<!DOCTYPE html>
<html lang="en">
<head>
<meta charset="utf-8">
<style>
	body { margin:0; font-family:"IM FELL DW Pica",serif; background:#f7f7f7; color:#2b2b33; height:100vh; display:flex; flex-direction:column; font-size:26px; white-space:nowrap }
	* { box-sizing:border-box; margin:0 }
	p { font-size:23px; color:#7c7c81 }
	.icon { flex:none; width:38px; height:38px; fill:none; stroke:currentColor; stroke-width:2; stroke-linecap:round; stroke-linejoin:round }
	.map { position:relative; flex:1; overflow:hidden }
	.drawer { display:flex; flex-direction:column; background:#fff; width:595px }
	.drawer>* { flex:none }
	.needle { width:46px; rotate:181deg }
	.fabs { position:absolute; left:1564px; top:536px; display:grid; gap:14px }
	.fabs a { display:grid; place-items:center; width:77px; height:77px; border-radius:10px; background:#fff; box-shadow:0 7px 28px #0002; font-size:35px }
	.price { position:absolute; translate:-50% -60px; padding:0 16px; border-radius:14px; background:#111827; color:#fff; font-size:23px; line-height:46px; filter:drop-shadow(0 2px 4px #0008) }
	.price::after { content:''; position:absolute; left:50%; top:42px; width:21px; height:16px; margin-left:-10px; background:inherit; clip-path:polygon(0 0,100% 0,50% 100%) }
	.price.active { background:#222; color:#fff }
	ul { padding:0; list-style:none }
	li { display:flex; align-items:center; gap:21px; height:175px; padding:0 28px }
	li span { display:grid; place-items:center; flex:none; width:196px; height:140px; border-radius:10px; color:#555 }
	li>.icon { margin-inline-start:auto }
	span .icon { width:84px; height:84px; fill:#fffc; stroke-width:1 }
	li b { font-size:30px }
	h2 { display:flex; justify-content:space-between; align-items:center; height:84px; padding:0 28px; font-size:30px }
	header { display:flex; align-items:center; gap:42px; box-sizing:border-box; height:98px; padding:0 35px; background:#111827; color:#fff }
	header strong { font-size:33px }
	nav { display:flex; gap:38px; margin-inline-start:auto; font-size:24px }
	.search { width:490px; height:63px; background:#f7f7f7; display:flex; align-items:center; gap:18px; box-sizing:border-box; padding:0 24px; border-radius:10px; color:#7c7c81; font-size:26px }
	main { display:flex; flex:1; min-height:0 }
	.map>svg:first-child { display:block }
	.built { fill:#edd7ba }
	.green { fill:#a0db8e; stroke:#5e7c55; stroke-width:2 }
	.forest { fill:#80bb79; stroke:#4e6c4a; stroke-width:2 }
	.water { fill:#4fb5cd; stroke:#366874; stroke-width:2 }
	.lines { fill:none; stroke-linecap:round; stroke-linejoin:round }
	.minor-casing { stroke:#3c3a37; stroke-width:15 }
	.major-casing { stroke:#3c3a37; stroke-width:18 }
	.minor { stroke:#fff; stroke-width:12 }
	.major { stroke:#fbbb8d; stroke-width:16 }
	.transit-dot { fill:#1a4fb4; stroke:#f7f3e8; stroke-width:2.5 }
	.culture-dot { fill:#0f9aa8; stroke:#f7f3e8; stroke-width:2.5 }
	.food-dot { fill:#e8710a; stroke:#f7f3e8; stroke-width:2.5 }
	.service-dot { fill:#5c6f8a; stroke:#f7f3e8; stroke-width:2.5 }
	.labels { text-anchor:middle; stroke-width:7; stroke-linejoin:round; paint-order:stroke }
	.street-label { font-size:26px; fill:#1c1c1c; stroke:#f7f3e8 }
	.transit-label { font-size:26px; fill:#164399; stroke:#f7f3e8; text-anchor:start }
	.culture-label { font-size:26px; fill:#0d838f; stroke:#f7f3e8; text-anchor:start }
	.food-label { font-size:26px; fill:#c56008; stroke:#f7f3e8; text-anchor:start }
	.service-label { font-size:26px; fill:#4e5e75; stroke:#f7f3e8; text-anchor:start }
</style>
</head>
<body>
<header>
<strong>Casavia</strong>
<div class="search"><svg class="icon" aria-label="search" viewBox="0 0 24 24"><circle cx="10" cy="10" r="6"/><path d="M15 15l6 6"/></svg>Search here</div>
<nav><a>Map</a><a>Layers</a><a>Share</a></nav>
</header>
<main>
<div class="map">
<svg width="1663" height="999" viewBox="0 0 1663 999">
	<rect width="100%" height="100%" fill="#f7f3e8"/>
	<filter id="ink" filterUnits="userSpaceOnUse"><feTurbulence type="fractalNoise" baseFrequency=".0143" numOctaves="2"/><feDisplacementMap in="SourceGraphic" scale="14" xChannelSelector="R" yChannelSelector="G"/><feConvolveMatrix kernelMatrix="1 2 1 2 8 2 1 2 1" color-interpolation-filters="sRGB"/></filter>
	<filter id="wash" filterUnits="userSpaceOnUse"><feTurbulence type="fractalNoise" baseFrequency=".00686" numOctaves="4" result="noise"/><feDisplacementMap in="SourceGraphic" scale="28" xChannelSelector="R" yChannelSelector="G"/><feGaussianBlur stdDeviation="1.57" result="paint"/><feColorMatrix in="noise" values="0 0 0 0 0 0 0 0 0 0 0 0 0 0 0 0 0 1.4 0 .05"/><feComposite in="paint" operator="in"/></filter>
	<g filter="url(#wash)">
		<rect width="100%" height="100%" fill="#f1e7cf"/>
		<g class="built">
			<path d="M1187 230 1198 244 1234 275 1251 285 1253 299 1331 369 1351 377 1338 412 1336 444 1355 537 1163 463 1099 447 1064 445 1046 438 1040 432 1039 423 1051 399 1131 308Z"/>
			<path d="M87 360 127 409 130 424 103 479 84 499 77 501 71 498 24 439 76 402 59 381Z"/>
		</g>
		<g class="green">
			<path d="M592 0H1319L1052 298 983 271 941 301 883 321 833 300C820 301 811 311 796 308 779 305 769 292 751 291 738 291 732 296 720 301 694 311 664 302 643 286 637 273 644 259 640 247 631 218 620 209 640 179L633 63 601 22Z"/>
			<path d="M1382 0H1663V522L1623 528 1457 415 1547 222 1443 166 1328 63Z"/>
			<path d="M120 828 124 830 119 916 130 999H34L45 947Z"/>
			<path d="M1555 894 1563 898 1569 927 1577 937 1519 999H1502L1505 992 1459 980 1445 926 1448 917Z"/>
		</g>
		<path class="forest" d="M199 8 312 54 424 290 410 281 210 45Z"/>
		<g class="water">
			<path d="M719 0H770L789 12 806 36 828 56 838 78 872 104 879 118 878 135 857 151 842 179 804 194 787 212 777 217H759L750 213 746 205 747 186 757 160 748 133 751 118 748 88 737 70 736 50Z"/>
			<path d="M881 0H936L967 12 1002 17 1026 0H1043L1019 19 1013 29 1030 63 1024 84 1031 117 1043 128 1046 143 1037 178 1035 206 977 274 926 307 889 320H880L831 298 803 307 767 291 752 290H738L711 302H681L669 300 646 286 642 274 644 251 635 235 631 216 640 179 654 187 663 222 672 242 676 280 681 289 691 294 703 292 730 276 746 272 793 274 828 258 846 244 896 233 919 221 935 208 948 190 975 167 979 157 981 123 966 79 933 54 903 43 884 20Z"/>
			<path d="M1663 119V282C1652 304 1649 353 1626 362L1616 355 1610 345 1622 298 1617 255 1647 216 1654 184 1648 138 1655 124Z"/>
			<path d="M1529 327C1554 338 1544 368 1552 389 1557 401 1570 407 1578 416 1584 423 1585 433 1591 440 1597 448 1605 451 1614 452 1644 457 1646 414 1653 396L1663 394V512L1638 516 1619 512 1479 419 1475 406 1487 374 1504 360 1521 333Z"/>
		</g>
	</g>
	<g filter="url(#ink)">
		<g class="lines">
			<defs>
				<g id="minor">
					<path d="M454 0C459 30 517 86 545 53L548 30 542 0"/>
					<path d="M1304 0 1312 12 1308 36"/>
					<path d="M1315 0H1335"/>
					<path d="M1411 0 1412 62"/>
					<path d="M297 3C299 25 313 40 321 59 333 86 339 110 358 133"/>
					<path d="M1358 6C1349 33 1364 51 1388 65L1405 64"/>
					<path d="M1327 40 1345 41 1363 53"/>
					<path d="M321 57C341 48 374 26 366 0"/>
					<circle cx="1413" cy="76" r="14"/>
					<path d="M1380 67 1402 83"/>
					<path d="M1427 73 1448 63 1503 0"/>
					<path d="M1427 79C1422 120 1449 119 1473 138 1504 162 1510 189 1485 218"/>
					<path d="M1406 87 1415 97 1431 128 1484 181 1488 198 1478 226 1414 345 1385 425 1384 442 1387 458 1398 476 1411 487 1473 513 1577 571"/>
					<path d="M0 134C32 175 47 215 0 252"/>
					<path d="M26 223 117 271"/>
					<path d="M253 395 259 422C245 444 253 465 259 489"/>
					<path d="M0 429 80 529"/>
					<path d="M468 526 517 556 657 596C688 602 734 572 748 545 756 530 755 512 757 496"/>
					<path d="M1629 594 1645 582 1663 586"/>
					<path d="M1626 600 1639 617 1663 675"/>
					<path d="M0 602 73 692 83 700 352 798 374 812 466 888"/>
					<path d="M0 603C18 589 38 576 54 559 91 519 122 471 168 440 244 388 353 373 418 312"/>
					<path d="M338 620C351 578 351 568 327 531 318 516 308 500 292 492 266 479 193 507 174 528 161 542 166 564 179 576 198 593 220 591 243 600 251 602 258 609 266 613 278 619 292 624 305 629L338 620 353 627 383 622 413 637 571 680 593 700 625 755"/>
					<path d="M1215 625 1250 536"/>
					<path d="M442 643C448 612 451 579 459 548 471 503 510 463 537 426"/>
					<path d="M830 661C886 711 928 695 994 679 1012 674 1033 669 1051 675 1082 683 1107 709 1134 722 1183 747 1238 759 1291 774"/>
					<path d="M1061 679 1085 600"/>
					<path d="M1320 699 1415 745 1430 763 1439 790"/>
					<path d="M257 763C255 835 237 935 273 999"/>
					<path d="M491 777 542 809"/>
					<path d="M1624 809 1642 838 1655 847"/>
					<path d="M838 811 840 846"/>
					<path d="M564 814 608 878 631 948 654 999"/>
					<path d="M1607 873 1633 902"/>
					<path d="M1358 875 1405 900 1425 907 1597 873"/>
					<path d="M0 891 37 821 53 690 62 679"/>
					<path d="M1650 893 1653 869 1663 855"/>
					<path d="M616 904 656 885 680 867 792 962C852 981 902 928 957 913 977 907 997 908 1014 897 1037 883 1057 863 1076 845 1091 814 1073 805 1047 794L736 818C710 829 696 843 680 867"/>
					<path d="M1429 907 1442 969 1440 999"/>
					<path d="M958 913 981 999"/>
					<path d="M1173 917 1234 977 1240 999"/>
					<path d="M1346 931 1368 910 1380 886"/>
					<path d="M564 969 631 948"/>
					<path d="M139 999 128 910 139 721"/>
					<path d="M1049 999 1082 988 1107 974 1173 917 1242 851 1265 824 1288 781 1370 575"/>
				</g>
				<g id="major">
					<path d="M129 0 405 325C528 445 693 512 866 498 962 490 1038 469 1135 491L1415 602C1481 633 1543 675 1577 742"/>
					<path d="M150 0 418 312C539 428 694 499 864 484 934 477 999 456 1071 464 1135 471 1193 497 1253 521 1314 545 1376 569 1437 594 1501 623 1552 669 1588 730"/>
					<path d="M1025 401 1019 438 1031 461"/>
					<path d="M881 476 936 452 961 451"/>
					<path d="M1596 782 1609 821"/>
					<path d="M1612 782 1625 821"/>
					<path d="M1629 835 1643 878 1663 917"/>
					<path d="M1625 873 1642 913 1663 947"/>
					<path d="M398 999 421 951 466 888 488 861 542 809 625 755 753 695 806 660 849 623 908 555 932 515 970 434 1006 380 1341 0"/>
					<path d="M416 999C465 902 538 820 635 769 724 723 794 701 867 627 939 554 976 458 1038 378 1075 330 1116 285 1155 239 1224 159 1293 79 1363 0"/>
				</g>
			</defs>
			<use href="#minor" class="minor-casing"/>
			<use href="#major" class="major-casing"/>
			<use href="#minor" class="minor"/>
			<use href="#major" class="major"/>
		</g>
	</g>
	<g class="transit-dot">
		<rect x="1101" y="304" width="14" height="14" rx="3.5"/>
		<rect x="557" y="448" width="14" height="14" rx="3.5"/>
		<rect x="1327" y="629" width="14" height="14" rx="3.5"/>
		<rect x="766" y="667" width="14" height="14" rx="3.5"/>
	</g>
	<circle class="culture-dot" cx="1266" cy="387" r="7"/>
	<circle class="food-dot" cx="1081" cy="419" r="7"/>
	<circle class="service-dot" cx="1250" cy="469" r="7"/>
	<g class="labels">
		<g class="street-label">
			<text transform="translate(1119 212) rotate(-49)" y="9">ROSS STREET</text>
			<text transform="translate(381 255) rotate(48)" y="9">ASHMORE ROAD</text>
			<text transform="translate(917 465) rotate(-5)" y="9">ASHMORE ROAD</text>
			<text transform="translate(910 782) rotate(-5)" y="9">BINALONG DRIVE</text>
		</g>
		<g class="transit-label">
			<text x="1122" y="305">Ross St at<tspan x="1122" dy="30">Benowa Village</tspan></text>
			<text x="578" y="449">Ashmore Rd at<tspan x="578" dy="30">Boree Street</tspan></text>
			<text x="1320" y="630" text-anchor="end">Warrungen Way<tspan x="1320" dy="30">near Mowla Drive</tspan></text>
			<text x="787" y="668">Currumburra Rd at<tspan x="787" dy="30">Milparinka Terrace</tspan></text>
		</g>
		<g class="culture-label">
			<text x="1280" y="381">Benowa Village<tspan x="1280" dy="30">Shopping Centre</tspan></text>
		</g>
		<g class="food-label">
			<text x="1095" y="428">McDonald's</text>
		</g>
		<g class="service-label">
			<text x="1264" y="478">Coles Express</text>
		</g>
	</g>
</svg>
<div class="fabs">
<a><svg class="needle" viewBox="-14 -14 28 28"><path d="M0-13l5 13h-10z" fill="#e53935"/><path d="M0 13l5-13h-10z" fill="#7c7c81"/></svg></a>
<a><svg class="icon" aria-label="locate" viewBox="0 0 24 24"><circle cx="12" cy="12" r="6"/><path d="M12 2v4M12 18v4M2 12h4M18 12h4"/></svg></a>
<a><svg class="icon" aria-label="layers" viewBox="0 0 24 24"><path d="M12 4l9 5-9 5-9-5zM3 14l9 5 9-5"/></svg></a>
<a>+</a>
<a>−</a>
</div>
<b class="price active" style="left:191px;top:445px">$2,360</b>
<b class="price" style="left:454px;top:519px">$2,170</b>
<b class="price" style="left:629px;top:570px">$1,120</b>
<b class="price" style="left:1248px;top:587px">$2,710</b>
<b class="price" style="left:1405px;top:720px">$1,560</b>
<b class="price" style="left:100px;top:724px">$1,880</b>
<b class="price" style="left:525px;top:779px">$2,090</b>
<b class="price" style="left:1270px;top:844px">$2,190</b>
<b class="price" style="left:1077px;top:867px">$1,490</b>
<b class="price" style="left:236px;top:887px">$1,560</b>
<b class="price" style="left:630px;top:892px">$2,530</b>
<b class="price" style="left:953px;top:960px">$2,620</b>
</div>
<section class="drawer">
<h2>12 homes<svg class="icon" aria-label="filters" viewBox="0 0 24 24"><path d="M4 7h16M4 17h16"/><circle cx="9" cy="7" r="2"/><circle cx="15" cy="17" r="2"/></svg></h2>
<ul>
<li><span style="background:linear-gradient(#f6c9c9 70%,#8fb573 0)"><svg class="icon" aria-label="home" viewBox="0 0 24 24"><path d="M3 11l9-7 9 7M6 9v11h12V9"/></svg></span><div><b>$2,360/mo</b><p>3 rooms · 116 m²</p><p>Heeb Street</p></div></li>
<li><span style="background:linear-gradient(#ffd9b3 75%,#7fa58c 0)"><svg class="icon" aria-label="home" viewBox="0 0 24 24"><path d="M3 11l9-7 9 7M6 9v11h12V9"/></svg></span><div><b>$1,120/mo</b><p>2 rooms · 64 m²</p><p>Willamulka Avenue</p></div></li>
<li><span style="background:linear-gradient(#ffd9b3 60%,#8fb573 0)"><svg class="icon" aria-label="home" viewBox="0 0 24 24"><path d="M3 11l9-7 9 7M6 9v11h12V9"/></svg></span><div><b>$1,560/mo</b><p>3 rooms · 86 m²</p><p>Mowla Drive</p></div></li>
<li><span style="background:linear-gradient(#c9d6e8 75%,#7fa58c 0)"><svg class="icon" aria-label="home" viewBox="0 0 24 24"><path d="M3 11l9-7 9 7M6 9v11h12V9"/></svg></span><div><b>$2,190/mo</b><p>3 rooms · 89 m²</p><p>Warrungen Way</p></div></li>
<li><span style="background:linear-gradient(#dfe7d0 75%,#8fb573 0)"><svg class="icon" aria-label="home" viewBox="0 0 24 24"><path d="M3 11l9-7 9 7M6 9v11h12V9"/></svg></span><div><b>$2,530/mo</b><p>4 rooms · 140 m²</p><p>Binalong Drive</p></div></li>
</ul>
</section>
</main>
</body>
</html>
# # # # # # #
Retype the listing above, word for word, from its first line to the line containing "flex:none; width:38px; height:38px;", both ends included.

# [Task response]
<!DOCTYPE html>
<html lang="en">
<head>
<meta charset="utf-8">
<style>
	body { margin:0; font-family:"IM FELL DW Pica",serif; background:#f7f7f7; color:#2b2b33; height:100vh; display:flex; flex-direction:column; font-size:26px; white-space:nowrap }
	* { box-sizing:border-box; margin:0 }
	p { font-size:23px; color:#7c7c81 }
	.icon { flex:none; width:38px; height:38px; fill:none; stroke:currentColor; stroke-width:2; stroke-linecap:round; stroke-linejoin:round }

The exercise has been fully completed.